002:約束

 幼いあの日に、君と交わした約束―――

 小さかった君の手を引いて、森を笑い合いながら駆け抜ける。その先で見つけた花畑は、僕らだけの秘密の場所で、いつもそこで遊んだものだった。

 ある日君は、遠くに行くと悲しげな顔で言った。だから、小指を絡めて約束したんだ。大人になったら、この花畑で再会しよう、って。

 今思えば、そんな小さな頃の約束は、たわいもないもので、名前も知らない君とのそんな約束が、果たされるわけもない。

 でも、あの頃の僕らは大真面目で、きつく抱き合って、はじめての口付けを交わした。

 もちろん子供っぽいそれは、大人の真似事のようなもので、そこにかわいらしい恋情があったのかさえ、分からないものだったけれど。


 それから月日は過ぎて、僕は成人を迎えた。

 ほんの気まぐれのつもりで、そっと城を抜け出して、あの花畑に行った。

 もちろんそこに、あの少女の姿があるはずもなくて、そこには僕独りだった。そんな花畑に立ち、僕の心に浮かんだなんとも言えぬ思いは、自分でも気がつかないほど、あの顔も朧げになってしまった少女に会えるのでは、と期待していた事に気が付かされた。


 僕は王子と呼ばれる身分にあった。しかも今上、つまり僕の父には男子が一人、僕しかおらず、次の王位は間違いなく僕のものになると思われた。

 だから、僕も早く世継ぎを作らねばならない。

 皆思う事は同じで、成人の儀の余韻が冷めやらぬ前には、僕の妻となるだろう女性が選定され、あっという間に顔合わせの日となった。

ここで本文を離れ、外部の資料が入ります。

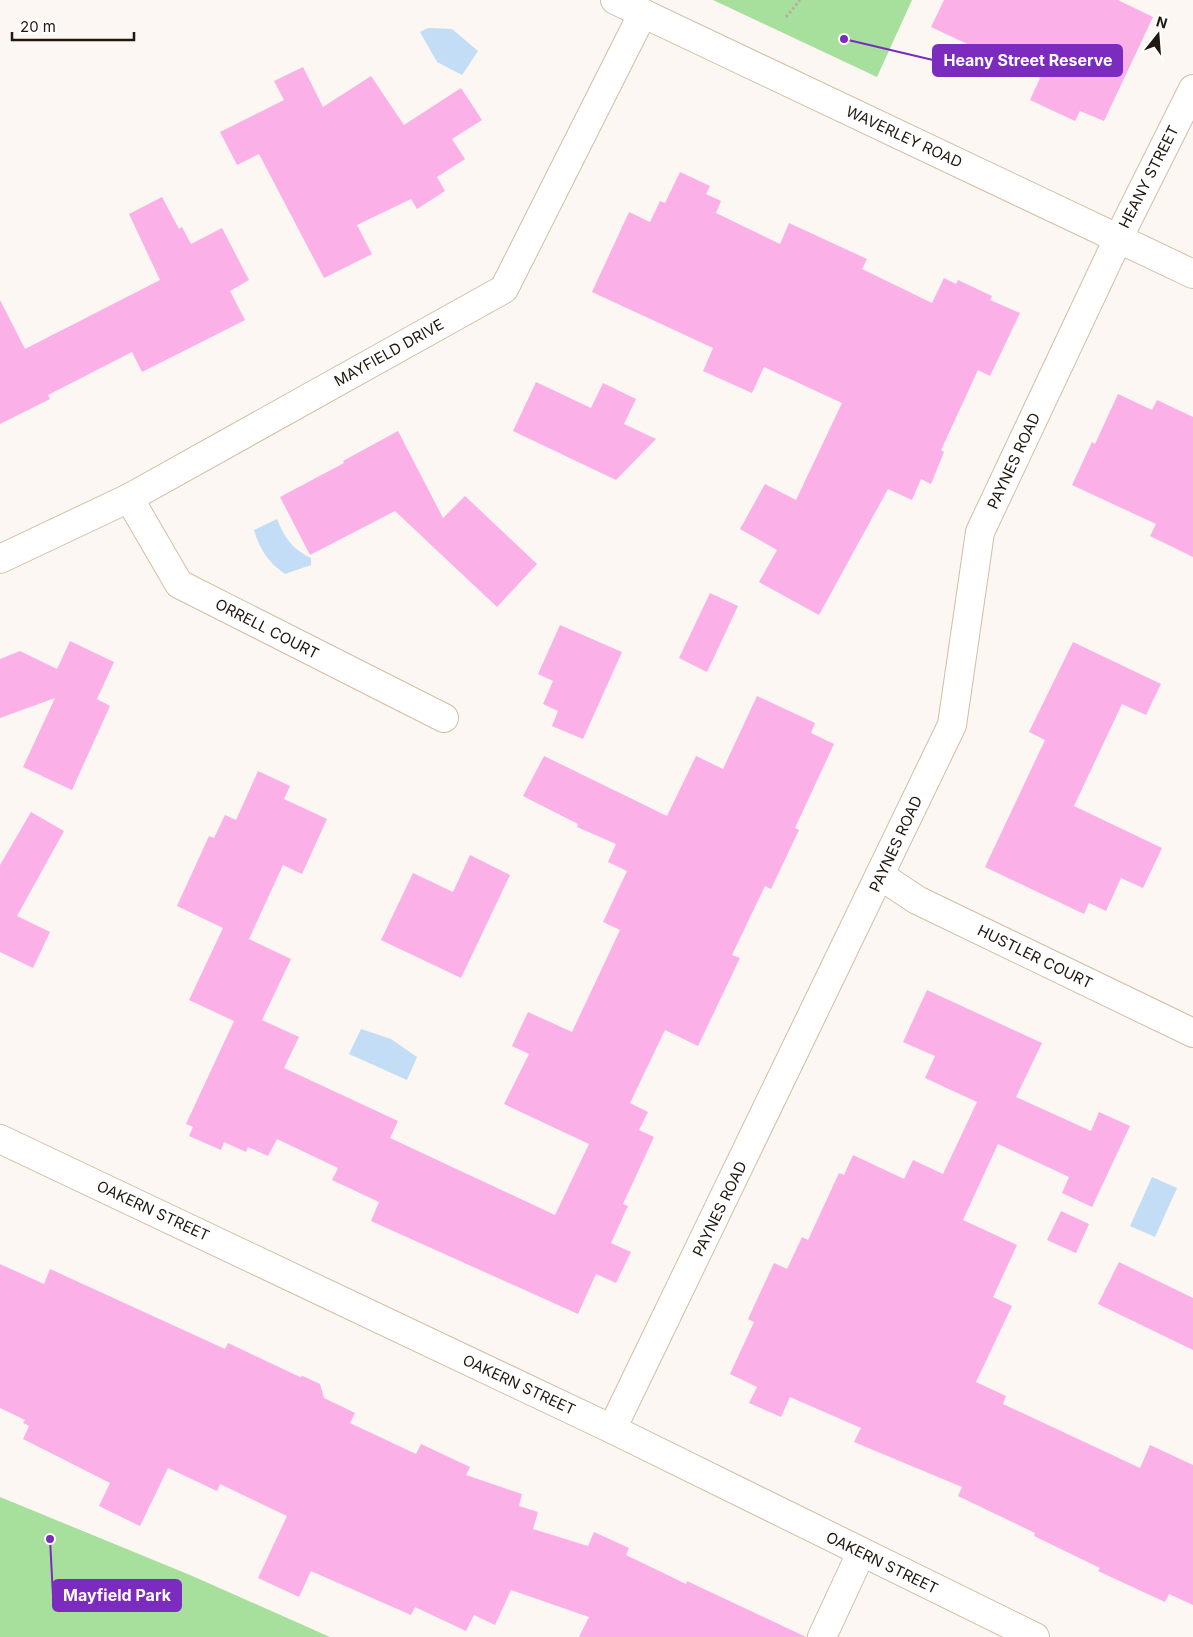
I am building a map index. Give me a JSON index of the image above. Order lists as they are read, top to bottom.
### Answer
{
  "streets": {
    "street": [
      "WAVERLEY ROAD",
      "HEANY STREET",
      "MAYFIELD DRIVE",
      "PAYNES ROAD",
      "ORRELL COURT",
      "HUSTLER COURT",
      "OAKERN STREET"
    ]
  },
  "crossings": [
    ["WAVERLEY ROAD", "HEANY STREET"],
    ["WAVERLEY ROAD", "MAYFIELD DRIVE"],
    ["WAVERLEY ROAD", "PAYNES ROAD"],
    ["HEANY STREET", "PAYNES ROAD"],
    ["MAYFIELD DRIVE", "ORRELL COURT"],
    ["PAYNES ROAD", "HUSTLER COURT"],
    ["PAYNES ROAD", "OAKERN STREET"]
  ],
  "places": ["Heany Street Reserve", "Mayfield Park"],
  "scale_bar": "20 m",
  "north": "top"
}
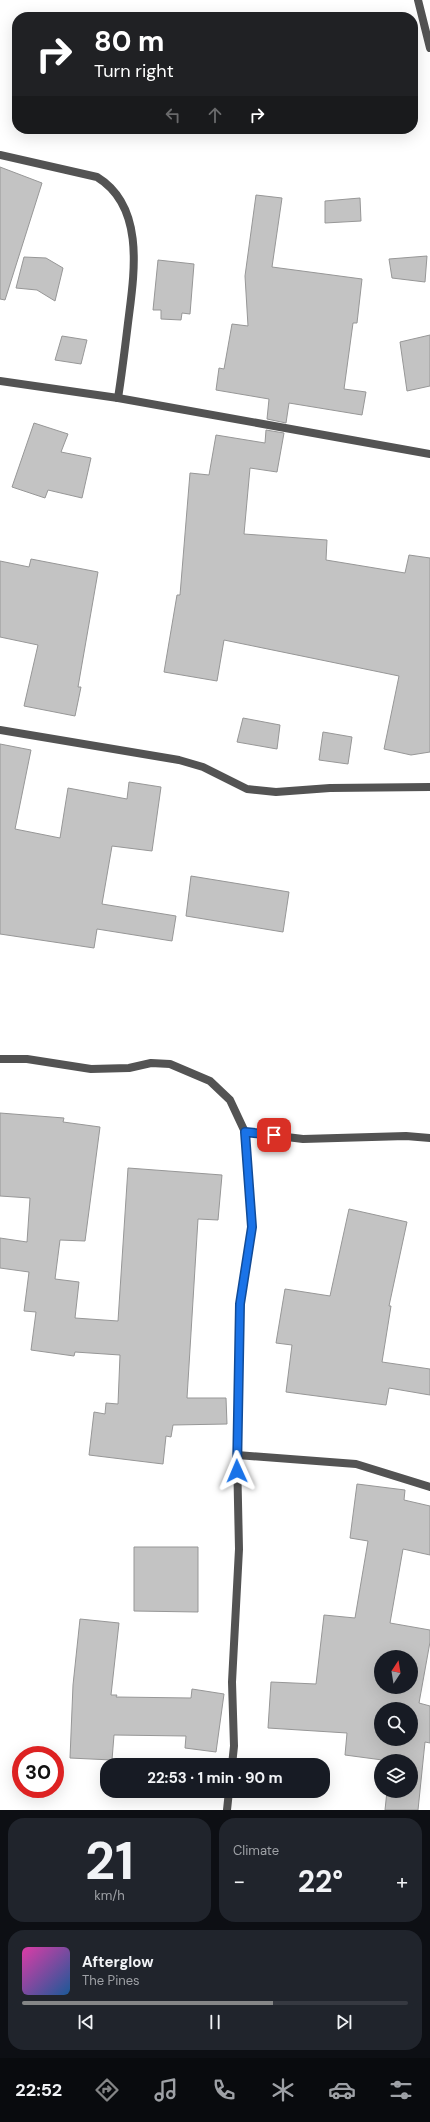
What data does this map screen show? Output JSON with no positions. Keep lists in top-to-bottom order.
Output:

 隣国の末の王女だというその姫は、僕より三つほど年少で、その髪色は甘い蜂蜜のような髪色をしていた。肌の色も深窓の姫らしく、どこか不健康なほどに白く、緊張からかその顔色は、さらに青ざめたものになっていた。

 姫の蜂蜜色の髪は、どこかあの、花畑の少女を彷彿とさせるものがある。彼女は見せられた数枚の肖像画から、なんの気なく選んだ姫だったが、無意識であの少女を追い求めていたのだろうかと、僕は少し自己嫌悪に陥るのを感じた。

 それでも僕は、それを顔に出さぬように努め、精一杯待ち望んでいた姫だ、とでも言うような雰囲気で彼女に話しかけた。

 そして礼儀として彼女の手を取り、その指先に口付けを落とそうとした。しかしその手は、可哀想なほどプルプルと震えており、異国の地に独りで来なければならなかった彼女の不憫さを思った。

 気の弱そうな女性だとは思っていたが……。

 僕は溜息を吐きたいのを堪え、少しでも彼女の不安が和らぐようにと、彼女に微笑んだ。

 暫くは彼女に心を砕かねばならないかもしれない。世継ぎを生んでくれさえすれば、あとは好きにすればいいと思っていた僕だったが、さすがにこの状態の彼女を放っておくというのは、出来そうもなかった。